I am reminded however that changed behaviours might not materialise and that when they do, they may not necessarily reduce physical complaints or be long-term maintained.  My mission as a Sister and a Coach, more than anything else, is to be present with an open heart, to be compassionate and help keep feelings of overwhelm and helplessness at bay (Santorelli,1999).


  • Alexander, L. (2011), How to Incorporate Wellness Coaching into Your Therapeutic Practice, London: Singing Dragon.
  • Brown C.A., El-Deredy W. and Jones A.K. (2014), When the brain expects pain: common neural responses to pain anticipation are related to clinical pain and distress in fibromyalgia and osteoarthritis, European Journal of Neuroscience, 39(4), pp. 663-672.
  • Blum, S. (2017), Healing Arthritis, Your 3-step Guide to Conquering Arthritis Naturally, London: Orion Spring.
  • Carrier, J. (2016) 2 Ed., Managing Long-term Conditions and Chronic Illness in Primary Care, Abingdon and New York: Routledge.
  • Crane R. (2009), Mindfulness-Based Cognitive Therapy, London and New York: Routledge.
  • Davis, M., Eshelman, E. R., and McKay, M. (2008) 6 Ed., The Relaxation and Stress Reduction Workbook, Oakland, CA, US: New Harbinger Publications.

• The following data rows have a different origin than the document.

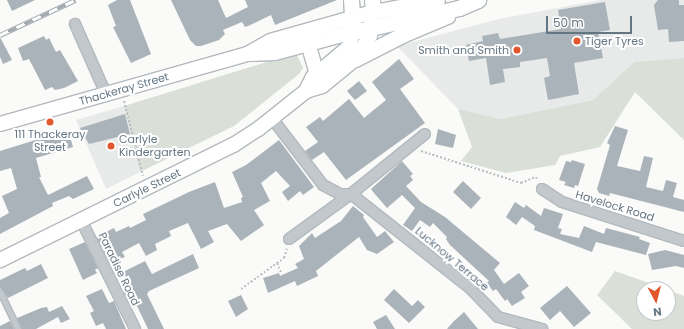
<!DOCTYPE html>
<html>
<head>
<meta charset="utf-8">
<style>
	body { margin:0 }
	#map { position:relative; width:684px; height:329px; overflow:hidden; background:#fafaf8; font-family:Poppins,sans-serif }
	div>[style] { position:absolute }
	.built>* { inset:0; background:#e8e9e9 }
	.green>* { inset:0; background:#dadfd7 }
	.building>* { inset:0; background:#aab3b9 }
	.path>* { height:2px; margin-top:-1px; transform-origin:0; background:repeating-linear-gradient(90deg,#bbbfc2 0 2px,transparent 0 4px) }
	.roads { filter:drop-shadow(1px 0 #b3babf) drop-shadow(-1px 0 #b3babf) drop-shadow(0 1px #b3babf) drop-shadow(0 -1px #b3babf) }
	.lane>* { height:5px; margin:-2.5px; padding:0 2.5px; transform-origin:2.5px; border-radius:2.5px; background:#c3c8cc }
	.street>* { height:10px; margin:-5px; padding:0 5px; transform-origin:5px; border-radius:5px; background:#c3c8cc }
	.secondary>* { height:14px; margin:-7px; padding:0 7px; transform-origin:7px; border-radius:7px; background:#fff }
	.primary>* { height:15px; margin:-7.5px; padding:0 7.5px; transform-origin:7.5px; border-radius:7.5px; background:#fff }
	.rail>* { height:4.5px; margin-top:-2.25px; transform-origin:0; background:repeating-linear-gradient(90deg,#fff 0 9px,#a2aab0 0 18px); box-sizing:border-box; border-block:1px solid #a2aab0 }
	.dots>* { width:11px; height:11px; translate:-50% -50%; box-sizing:border-box; border:2px solid #fff; border-radius:50% }
	span { translate:-50% -50%; white-space:nowrap; text-align:center; line-height:1.15; -webkit-text-stroke:4px #fff; paint-order:stroke }
	.poi-label { font-size:11px; color:#657683 }
	.left { translate:0 -50%; text-align:left }
	.right { translate:-100% -50%; text-align:right }
	.street-label { font-size:11px; color:#657683 }
	.north { position:absolute; left:636px; top:281px; width:40px; height:40px; box-sizing:border-box; background:#fff; border:1px solid #c1c8cd; border-radius:50%; rotate:173deg; font-size:11px; font-weight:700; line-height:16px; text-align:center; color:#657683 }
	.north::after { content:''; display:block; margin:auto; width:14px; height:18px; background:#e4572e; clip-path:polygon(50% 0,100% 100%,50% 72%,0 100%) }
	.scale { position:absolute; left:546px; top:16px; width:86px; height:18px; box-sizing:border-box; border:2px solid #657683; border-top:0; padding-left:5px; font-size:12px; line-height:14px; white-space:nowrap; color:#657683; -webkit-text-stroke:3px #fff; paint-order:stroke }
</style>
</head>
<body>
<div id="map">
	<div class="built">
		<div style="clip-path:polygon(600px 0,684px 0,684px 58px,634px 62px,593px 100px,501px 119px,458px 109px,397px 46px,499px 19px)"></div>
		<div style="clip-path:polygon(124px 106px,140px 172px,106px 189px,76px 120px)"></div>
	</div>
	<div class="green">
		<div style="clip-path:polygon(296px 53px,303px 68px,299px 74px,234px 126px,140px 172px,124px 106px)"></div>
		<div style="clip-path:polygon(684px 58px,684px 140px,635px 92px,600px 147px,560px 156px,555px 165px,506px 173px,461px 161px,472px 147px,458px 109px,501px 119px,593px 100px,634px 62px)"></div>
		<div style="clip-path:polygon(615px 271px,666px 289px,644px 289px,644px 313px,668px 313px,668px 290px,684px 296px,684px 329px,632px 329px,597px 295px)"></div>
	</div>
	<div class="building">
		<div style="clip-path:polygon(7px 0,35px 0,12px 11px)"></div>
		<div style="clip-path:polygon(117px 0,130px 0,151px 54px,131px 63px,113px 27px,116px 26px,108px 5px)"></div>
		<div style="clip-path:polygon(171px 0,218px 0,226px 18px,248px 7px,245px 0,337px 0,275px 25px,271px 15px,248px 26px,245px 27px,242px 22px,223px 30px,225px 34px,219px 40px,201px 46px,196px 46px,190px 40px)"></div>
		<div style="clip-path:polygon(658px 0,679px 0,679px 5px,684px 5px,684px 41px,669px 42px,668px 29px,658px 30px,654px 5px)"></div>
		<div style="clip-path:polygon(605px 2px,610px 30px,598px 32px,603px 58px,574px 63px,579px 94px,548px 100px,544px 78px,550px 76px,547px 58px,520px 62px,520px 67px,503px 69px,505px 82px,490px 85px,486px 58px,469px 61px,466px 45px,483px 41px,482px 36px,498px 33px,500px 39px,561px 29px,558px 10px)"></div>
		<div style="clip-path:polygon(44px 36px,46px 40px,49px 38px,56px 52px,60px 50px,78px 81px,64px 88px,55px 90px,52px 87px,45px 90px,29px 59px,23px 61px,18px 48px)"></div>
		<div style="clip-path:polygon(0 37px,12px 60px,3px 64px,0 57px)"></div>
		<div style="clip-path:polygon(399px 59px,414px 79px,400px 89px,425px 123px,346px 180px,324px 152px,312px 160px,305px 151px,318px 142px,306px 127px,320px 117px,323px 121px,349px 99px,364px 118px,386px 100px,372px 82px)"></div>
		<div style="clip-path:polygon(359px 81px,367px 91px,355px 100px,347px 91px)"></div>
		<div style="clip-path:polygon(125px 114px,130px 134px,89px 144px,80px 128px)"></div>
		<div style="clip-path:polygon(615px 126px,628px 130px,617px 166px,640px 171px,644px 156px,653px 158px,646px 187px,663px 191px,666px 180px,677px 183px,673px 197px,684px 200px,684px 212px,610px 193px,609px 196px,599px 193px,597px 189px,610px 145px,607px 143px)"></div>
		<div style="clip-path:polygon(438px 129px,456px 135px,453px 148px,435px 144px)"></div>
		<div style="clip-path:polygon(68px 130px,73px 147px,36px 158px,41px 177px,39px 177px,48px 195px,87px 176px,94px 189px,73px 199px,69px 196px,52px 203px,53px 206px,0 234px,0 218px,9px 213px,2px 196px,17px 189px,11px 168px,0 171px,0 151px)"></div>
		<div style="clip-path:polygon(279px 140px,314px 187px,303px 195px,300px 191px,288px 201px,282px 192px,290px 186px,276px 171px,261px 183px,270px 201px,254px 210px,264px 225px,241px 241px,227px 224px,208px 231px,214px 242px,201px 249px,188px 223px,169px 231px,171px 236px,155px 244px,157px 250px,146px 256px,139px 243px,122px 252px,125px 257px,109px 262px,96px 237px,114px 228px,116px 232px,129px 226px,130px 228px,146px 220px,143px 214px,189px 192px,215px 182px,224px 208px,242px 202px,241px 198px,243px 197px,232px 172px,246px 165px)"></div>
		<div style="clip-path:polygon(572px 160px,585px 164px,578px 186px,575px 185px,574px 188px,564px 185px,566px 182px,559px 180px,566px 161px,571px 162px)"></div>
		<div style="clip-path:polygon(402px 161px,413px 174px,410px 176px,413px 180px,406px 186px,421px 202px,445px 217px,500px 263px,494px 270px,504px 284px,519px 273px,529px 286px,521px 292px,525px 298px,512px 306px,507px 299px,505px 301px,496px 289px,493px 291px,487px 283px,489px 281px,450px 245px,446px 239px,447px 237px,433px 223px,430px 227px,420px 220px,412px 231px,403px 225px,415px 208px,402px 195px,387px 208px,374px 193px,371px 189px)"></div>
		<div style="clip-path:polygon(463px 181px,481px 198px,471px 209px,453px 192px)"></div>
		<div style="clip-path:polygon(515px 202px,524px 208px,526px 205px,541px 216px,544px 208px,563px 214px,558px 228px,562px 229px,560px 234px,579px 238px,584px 226px,604px 234px,606px 228px,640px 237px,639px 239px,650px 243px,646px 255px,596px 242px,592px 252px,534px 230px,535px 226px,522px 217px,516px 225px,506px 217px)"></div>
		<div style="clip-path:polygon(353px 206px,364px 215px,363px 217px,377px 237px,385px 231px,394px 242px,377px 254px,367px 250px,359px 237px,316px 271px,318px 276px,297px 286px,295px 281px,268px 293px,263px 278px,279px 273px,280px 276px,298px 268px,295px 264px,304px 259px,299px 246px,312px 233px,315px 238px,341px 221px)"></div>
		<div style="clip-path:polygon(85px 242px,98px 268px,95px 270px,97px 273px,83px 280px,69px 249px)"></div>
		<div style="clip-path:polygon(665px 250px,684px 255px,684px 268px,676px 266px,652px 270px,648px 254px)"></div>
		<div style="clip-path:polygon(193px 254px,199px 268px,149px 291px,147px 294px,164px 329px,148px 329px,137px 306px,132px 308px,125px 295px,120px 280px,126px 277px,123px 272px,145px 261px,152px 274px)"></div>
		<div style="clip-path:polygon(41px 264px,48px 278px,8px 298px,0 288px,0 280px,25px 268px,27px 271px)"></div>
		<div style="clip-path:polygon(567px 286px,591px 313px,574px 327px,560px 311px,550px 320px,540px 308px)"></div>
		<div style="clip-path:polygon(102px 289px,109px 303px,114px 301px,126px 329px,106px 329px,103px 323px,96px 326px,90px 313px,94px 311px,86px 296px)"></div>
		<div style="clip-path:polygon(394px 289px,412px 306px,418px 300px,425px 307px,409px 323px,384px 300px)"></div>
		<div style="clip-path:polygon(241px 295px,248px 309px,236px 317px,228px 301px)"></div>
		<div style="clip-path:polygon(62px 306px,70px 319px,61px 323px,58px 317px,36px 329px,22px 329px,17px 318px,41px 308px,47px 307px,49px 312px)"></div>
		<div style="clip-path:polygon(464px 312px,478px 329px,447px 329px,453px 322px)"></div>
		<div style="clip-path:polygon(386px 315px,395px 329px,377px 329px,373px 322px)"></div>
		<div style="clip-path:polygon(10px 321px,14px 329px,0 329px,0 326px)"></div>
	</div>
	<div class="path">
		<div style="left:124px;top:101px;width:77px;rotate:75.8deg"></div>
		<div style="left:421px;top:151px;width:105px;rotate:17.7deg"></div>
		<div style="left:521px;top:183px;width:16px;rotate:-22deg"></div>
		<div style="left:536px;top:177px;width:4px;rotate:63deg"></div>
		<div style="left:277px;top:263px;width:11px;rotate:68deg"></div>
		<div style="left:241px;top:289px;width:53px;rotate:-35.8deg"></div>
		<div style="left:284px;top:258px;width:10px;rotate:-73deg"></div>
	</div>
	<div class="roads">
		<div class="lane">
			<div style="left:0;top:292px;width:41px;rotate:64.1deg"></div>
		</div>
		<div class="street">
			<div style="left:75px;top:24px;width:77px;rotate:66.1deg"></div>
			<div style="left:271px;top:117px;width:86px;rotate:52.6deg"></div>
			<div style="left:323px;top:185px;width:19px;rotate:28deg"></div>
			<div style="left:340px;top:194px;width:11px"></div>
			<div style="left:351px;top:194px;width:95px;rotate:-39deg"></div>
			<div style="left:542px;top:189px;width:24px;rotate:33deg"></div>
			<div style="left:562px;top:202px;width:128px;rotate:17.7deg"></div>
			<div style="left:81px;top:220px;width:122px;rotate:63.6deg"></div>
			<div style="left:289px;top:239px;width:77px;rotate:-36deg"></div>
			<div style="left:351px;top:194px;width:152px;rotate:38.3deg"></div>
			<div style="left:470px;top:288px;width:40px;rotate:46deg"></div>
			<div style="left:498px;top:317px;width:46px;rotate:15.3deg"></div>
		</div>
		<div class="secondary">
			<div style="left:308px;top:43px;width:32px;rotate:74deg"></div>
			<div style="left:249px;top:54px;width:26px;rotate:-2deg"></div>
			<div style="left:275px;top:53px;width:81px;rotate:-15.1deg"></div>
			<div style="left:353px;top:32px;width:16px;rotate:105deg"></div>
			<div style="left:349px;top:47px;width:47px;rotate:140.2deg"></div>
			<div style="left:313px;top:77px;width:16px;rotate:117deg"></div>
			<div style="left:0;top:124px;width:257px;rotate:-15.8deg"></div>
			<div style="left:247px;top:54px;width:26px;rotate:-29deg"></div>
			<div style="left:270px;top:41px;width:107px;rotate:-15.7deg"></div>
			<div style="left:373px;top:12px;width:24px;rotate:97deg"></div>
			<div style="left:370px;top:36px;width:27px;rotate:123deg"></div>
			<div style="left:355px;top:59px;width:43px;rotate:140.7deg"></div>
			<div style="left:322px;top:86px;width:17px;rotate:163deg"></div>
			<div style="left:306px;top:91px;width:61px;rotate:141.6deg"></div>
			<div style="left:258px;top:129px;width:30px;rotate:147deg"></div>
			<div style="left:233px;top:145px;width:260px;rotate:153.7deg"></div>
		</div>
		<div class="primary">
			<div style="left:351px;top:0;width:32px;rotate:86deg"></div>
			<div style="left:353px;top:32px;width:109px;rotate:-12.8deg"></div>
			<div style="left:459px;top:8px;width:21px;rotate:-23deg"></div>
			<div style="left:372px;top:0;width:12px;rotate:85deg"></div>
			<div style="left:373px;top:12px;width:65px;rotate:-10.6deg"></div>
			<div style="left:355px;top:59px;width:55px;rotate:-27deg"></div>
			<div style="left:404px;top:34px;width:47px;rotate:-22.7deg"></div>
		</div>
	</div>
	<div class="rail">
		<div style="left:0;top:35px;width:83px;rotate:-25deg"></div>
	</div>
	<div class="dots">
		<div style="left:577px;top:41px;background:#e4572e"></div>
		<div style="left:517px;top:50px;background:#e4572e"></div>
		<div style="left:50px;top:122px;background:#e4572e"></div>
		<div style="left:111px;top:146px;background:#e4572e"></div>
	</div>
	<div class="poi-label">
		<span class="left" style="left:585px;top:41px">Tiger Tyres</span>
		<span class="right" style="left:509px;top:50px">Smith and Smith</span>
		<span style="left:50px;top:141px">111 Thackeray<br>Street</span>
		<span class="left" style="left:119px;top:146px">Carlyle<br>Kindergarten</span>
	</div>
	<div class="street-label">
		<span style="left:124px;top:89px;rotate:-16deg">Thackeray Street</span>
		<span style="left:147px;top:188px;rotate:-26deg">Carlyle Street</span>
		<span style="left:615px;top:206px;rotate:17deg">Havelock Road</span>
		<span style="left:452px;top:259px;rotate:40deg">Lucknow Terrace</span>
		<span style="left:119px;top:269px;rotate:64deg">Paradise Road</span>
	</div>
	<div class="north">N</div>
	<div class="scale">50 m</div>
</div>
</body>
</html>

  • Macfarlane, G. J., et al, (2012), A systematic review of evidence for the effectiveness of practitioner-based complementary and alternative therapies in the management of rheumatic diseases: rheumatoid arthritis, Rheumatology 51: pp 1707-1713.
  • Middleton, K.R., Anton, S.D., Perri, M.G., (2013) Long-Term Adherence to Health Behavior Change, American Journal of Lifestyle Medicine: 7(6): pp395–404.

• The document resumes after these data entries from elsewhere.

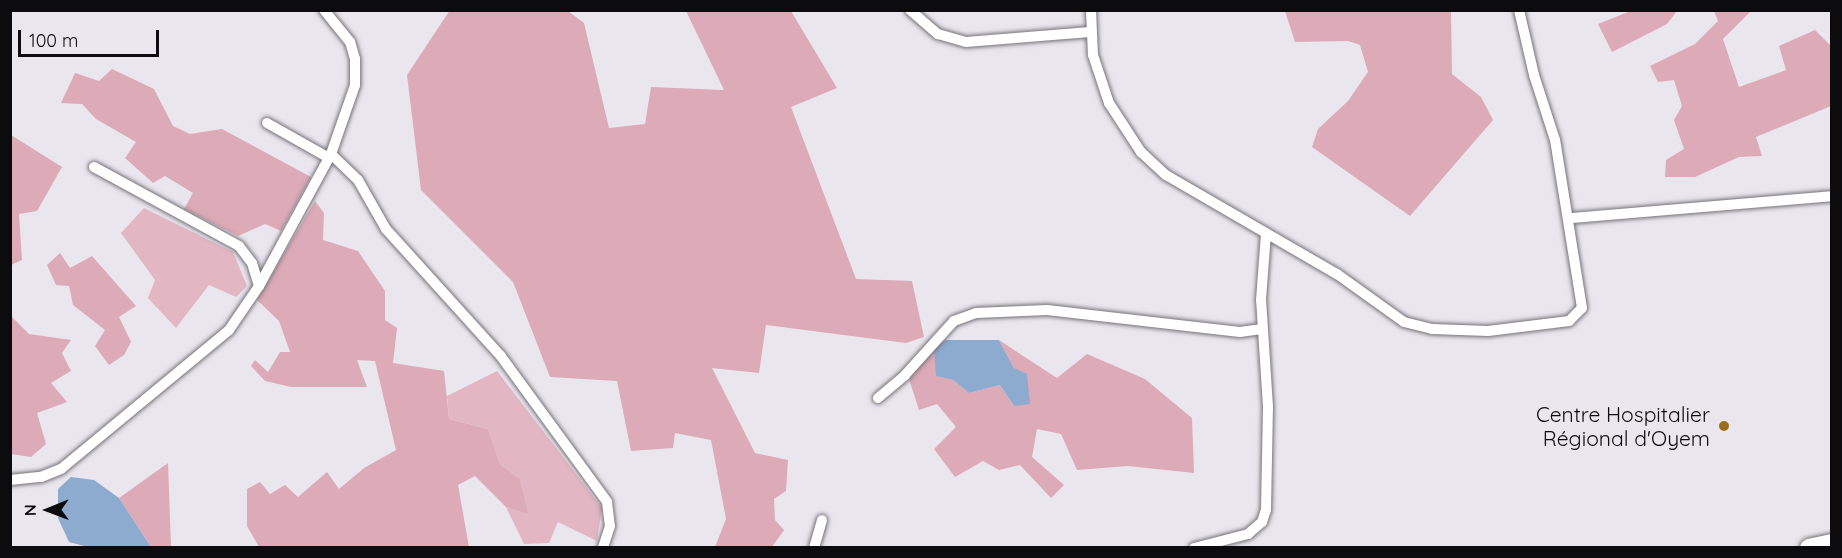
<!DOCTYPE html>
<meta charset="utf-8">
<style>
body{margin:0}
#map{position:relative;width:1842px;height:558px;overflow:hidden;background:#eae6ee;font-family:Quicksand,sans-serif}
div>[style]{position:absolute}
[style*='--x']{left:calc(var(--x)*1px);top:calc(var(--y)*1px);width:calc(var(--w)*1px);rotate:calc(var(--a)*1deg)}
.green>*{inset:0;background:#e3b6c3}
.forest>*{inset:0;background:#ddaab8}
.water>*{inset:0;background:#8cabcf}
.roads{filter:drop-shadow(0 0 2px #76737a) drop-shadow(0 0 2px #76737a)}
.street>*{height:10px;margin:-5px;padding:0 5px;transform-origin:5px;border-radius:5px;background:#fff}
.primary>*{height:18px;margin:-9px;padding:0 9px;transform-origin:9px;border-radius:9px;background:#fff}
.dots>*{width:16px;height:16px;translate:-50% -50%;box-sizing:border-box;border:3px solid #eae6ee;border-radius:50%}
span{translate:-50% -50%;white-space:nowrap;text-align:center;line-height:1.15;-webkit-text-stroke:4.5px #eae6ee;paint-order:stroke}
.poi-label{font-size:21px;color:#0c0b0d}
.right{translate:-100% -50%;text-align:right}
.frame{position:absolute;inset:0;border:12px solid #0c0b0d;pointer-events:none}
.north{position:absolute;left:18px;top:480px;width:60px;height:60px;-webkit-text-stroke:4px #eae6ee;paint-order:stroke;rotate:269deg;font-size:16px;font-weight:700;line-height:24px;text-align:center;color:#0c0b0d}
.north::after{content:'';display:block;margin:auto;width:21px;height:27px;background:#0c0b0d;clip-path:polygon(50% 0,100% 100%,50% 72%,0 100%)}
.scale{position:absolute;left:18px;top:30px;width:141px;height:27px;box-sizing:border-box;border:3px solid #0c0b0d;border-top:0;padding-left:8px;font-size:18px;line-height:21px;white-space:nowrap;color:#0c0b0d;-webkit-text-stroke:4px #eae6ee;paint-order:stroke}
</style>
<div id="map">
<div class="green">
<i style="clip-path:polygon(144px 208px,233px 252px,247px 286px,236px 297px,209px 285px,176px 328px,148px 298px,155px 280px,121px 233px)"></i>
<i style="clip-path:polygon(497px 371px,602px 508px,597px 541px,558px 522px,549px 543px,524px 544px,506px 507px,527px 513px,520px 479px,500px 464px,488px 429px,449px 419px,447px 396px)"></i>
</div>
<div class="forest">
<i style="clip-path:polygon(450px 10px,568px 11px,584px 23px,609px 128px,645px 124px,651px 87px,724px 90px,686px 11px,791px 11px,837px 88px,791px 107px,856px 279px,912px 281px,924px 337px,906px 343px,766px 325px,759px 373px,712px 368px,755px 453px,788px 460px,786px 491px,774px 499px,775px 520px,784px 530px,772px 547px,715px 547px,726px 519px,711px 440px,675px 433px,673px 448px,631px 451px,617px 381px,550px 377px,513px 282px,421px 190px,407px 75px)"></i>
<i style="clip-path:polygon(1633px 10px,1677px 11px,1667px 24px,1612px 52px,1598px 24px)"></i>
<i style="clip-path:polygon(1285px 11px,1451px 11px,1452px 74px,1481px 97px,1493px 120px,1410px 216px,1312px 147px,1318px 129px,1348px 101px,1368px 72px,1360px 45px,1348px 41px,1295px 42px)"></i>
<i style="clip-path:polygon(1714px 11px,1750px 12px,1723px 39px,1739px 87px,1786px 70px,1779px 46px,1815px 30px,1831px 46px,1831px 106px,1756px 137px,1762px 156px,1739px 157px,1695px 177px,1665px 177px,1666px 160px,1684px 149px,1674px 120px,1682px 106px,1674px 80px,1658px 82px,1650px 66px,1695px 44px,1718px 21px)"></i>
<i style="clip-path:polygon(112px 69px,154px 89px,173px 126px,190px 134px,222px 129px,311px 177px,281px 231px,265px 224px,238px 236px,184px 209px,193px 193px,165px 176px,153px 183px,125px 158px,136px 142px,96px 119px,82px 104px,61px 103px,75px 73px,99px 81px)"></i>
<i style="clip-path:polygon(11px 135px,62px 167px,37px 211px,19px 214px,22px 260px,11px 265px)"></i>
<i style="clip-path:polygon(315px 201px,324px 213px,323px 240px,358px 251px,385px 291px,385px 320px,397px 328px,393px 363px,444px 371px,449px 419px,488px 429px,500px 464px,520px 479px,528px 514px,506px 507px,475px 476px,458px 485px,469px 547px,259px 547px,247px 526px,247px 489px,260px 482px,270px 494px,285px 485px,298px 497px,327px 472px,339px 489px,364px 468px,396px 450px,375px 361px,357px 360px,367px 387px,291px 387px,265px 381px,251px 366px,255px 360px,268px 372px,280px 352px,290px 352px,279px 321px,257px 300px)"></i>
<i style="clip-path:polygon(60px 253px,70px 268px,92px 256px,136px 306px,119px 317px,131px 342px,124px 355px,109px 365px,95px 346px,105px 330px,73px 305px,69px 286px,56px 285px,47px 265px)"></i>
<i style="clip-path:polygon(11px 316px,29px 334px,71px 340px,62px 353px,71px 371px,51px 383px,67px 402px,37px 413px,46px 444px,31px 457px,11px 454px)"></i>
<i style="clip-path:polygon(999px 340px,1057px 378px,1087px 354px,1145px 379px,1192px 418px,1194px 473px,1128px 466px,1077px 470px,1061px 434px,1037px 429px,1032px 457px,1064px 485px,1051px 498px,1020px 465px,999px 470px,983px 461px,955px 477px,934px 449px,956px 427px,937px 404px,919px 410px,909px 379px,934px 348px,937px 376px,953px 380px,969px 393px,1000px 385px,1014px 406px,1014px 368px)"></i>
<i style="clip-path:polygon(168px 463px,171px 547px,151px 547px,119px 498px)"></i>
</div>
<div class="water">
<i style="clip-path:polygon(946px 340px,999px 340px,1014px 368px,1027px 374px,1030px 404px,1014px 406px,1000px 385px,969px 393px,953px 380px,936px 376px,934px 348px)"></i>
<i style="clip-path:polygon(71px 477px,94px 480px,119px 498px,151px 547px,88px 547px,69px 542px,58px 518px,58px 489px)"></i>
</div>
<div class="roads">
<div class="street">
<i style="--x:910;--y:10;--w:37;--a:41"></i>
<i style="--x:938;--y:34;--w:29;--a:16"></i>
<i style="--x:966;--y:42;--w:124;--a:-4.6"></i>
<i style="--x:1091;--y:10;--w:45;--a:87.5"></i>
<i style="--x:1093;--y:55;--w:51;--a:71.6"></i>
<i style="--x:1109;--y:103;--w:59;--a:56.9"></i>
<i style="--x:1141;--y:152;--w:34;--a:43"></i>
<i style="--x:1166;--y:175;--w:198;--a:30.1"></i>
<i style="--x:1337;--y:274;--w:82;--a:35.6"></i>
<i style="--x:1404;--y:322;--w:29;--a:14"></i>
<i style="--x:1432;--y:329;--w:56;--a:2"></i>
<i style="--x:1488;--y:331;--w:82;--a:-7"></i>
<i style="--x:1569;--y:321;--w:18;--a:-45"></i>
<i style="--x:1582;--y:308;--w:170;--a:-99.1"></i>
<i style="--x:1555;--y:140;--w:68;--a:-107.9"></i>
<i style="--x:1534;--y:75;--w:67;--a:-103"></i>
<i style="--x:267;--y:123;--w:71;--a:29.4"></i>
<i style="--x:331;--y:154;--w:37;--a:44"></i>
<i style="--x:358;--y:180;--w:56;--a:60.3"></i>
<i style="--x:386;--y:229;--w:170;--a:47.9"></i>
<i style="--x:500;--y:355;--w:182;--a:53.9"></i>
<i style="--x:607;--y:502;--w:24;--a:83"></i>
<i style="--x:610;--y:526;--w:23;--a:108"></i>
<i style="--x:94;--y:167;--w:165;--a:28.6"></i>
<i style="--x:239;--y:246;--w:21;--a:53"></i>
<i style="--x:252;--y:263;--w:24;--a:73"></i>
<i style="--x:1571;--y:218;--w:262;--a:-4.8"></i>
<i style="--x:878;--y:398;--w:35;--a:-40"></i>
<i style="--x:905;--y:375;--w:73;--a:-47.8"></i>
<i style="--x:954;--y:321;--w:23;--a:-20"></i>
<i style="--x:976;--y:313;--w:71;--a:-2.4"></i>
<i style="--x:1047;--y:310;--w:194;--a:6.5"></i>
<i style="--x:1240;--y:332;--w:22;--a:-8"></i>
<i style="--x:10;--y:480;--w:31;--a:-6"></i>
<i style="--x:41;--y:477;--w:22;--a:-22"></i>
<i style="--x:61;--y:469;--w:218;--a:-39.6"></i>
<i style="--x:229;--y:330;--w:53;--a:-55.7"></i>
<i style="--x:259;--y:286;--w:150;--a:-61.4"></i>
<i style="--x:331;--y:154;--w:73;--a:-70.8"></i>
<i style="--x:355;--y:85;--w:26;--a:-90"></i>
<i style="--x:355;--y:59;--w:18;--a:-106"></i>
<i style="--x:350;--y:42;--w:41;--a:-129.1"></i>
<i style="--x:814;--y:548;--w:29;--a:-74"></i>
<i style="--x:1194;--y:548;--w:56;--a:-14.5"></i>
<i style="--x:1248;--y:534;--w:18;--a:-41"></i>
<i style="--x:1262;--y:522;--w:13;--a:-72"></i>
<i style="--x:1266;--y:510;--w:103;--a:-88.9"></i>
<i style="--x:1268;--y:407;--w:107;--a:-93.7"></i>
<i style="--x:1261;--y:300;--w:67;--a:-85.7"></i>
</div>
<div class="primary">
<i style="--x:1809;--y:548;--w:24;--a:-12"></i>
</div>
</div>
<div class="dots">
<i style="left:1724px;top:426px;background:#986f1c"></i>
</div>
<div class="poi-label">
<span class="right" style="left:1710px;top:426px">Centre Hospitalier<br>Régional d'Oyem</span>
</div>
<div class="frame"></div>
<div class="north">N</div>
<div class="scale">100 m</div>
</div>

  • Prochaska, J.O., Norcross,J.C. and DiClemente, C.C. (1994), Changing for Good, New York: Avon Books.
  • Rogers, J. and Maini, A. (2016), Coaching For Health: Why It Works And How To Do It, Maidenhead: Open University Press.
  • Sage, N., Sowden, M., Chorlton, E., Edeleanu, A., (2008), CBT for Chronic Illness and Palliative Care: A Workbook and Toolkit, Chichester : John Wiley & Sons.
  • Santorelli, S. (1999), Heal Thy Self: Lessons on Mindfulness in Medicine, New York: Bell Tower.
  • Satterfield, J.M. (2017), Cognitive Behavioral Therapy: Techniques for Retraining Your Brain, Audiobook and Course Guidebook, Chantilly, Virginia (US): The Great Courses, The Teaching Company.
  • White, C.A. (2001), Cognitive Behaviour Therapy for Chronic Medical Problems: A Guide to Assessment and Treatment in Practice, Chichester: John Wiley & Sons.


[1] In October 2017 Arthritis Care and Arthritis Research merged to form Versus Arthritis.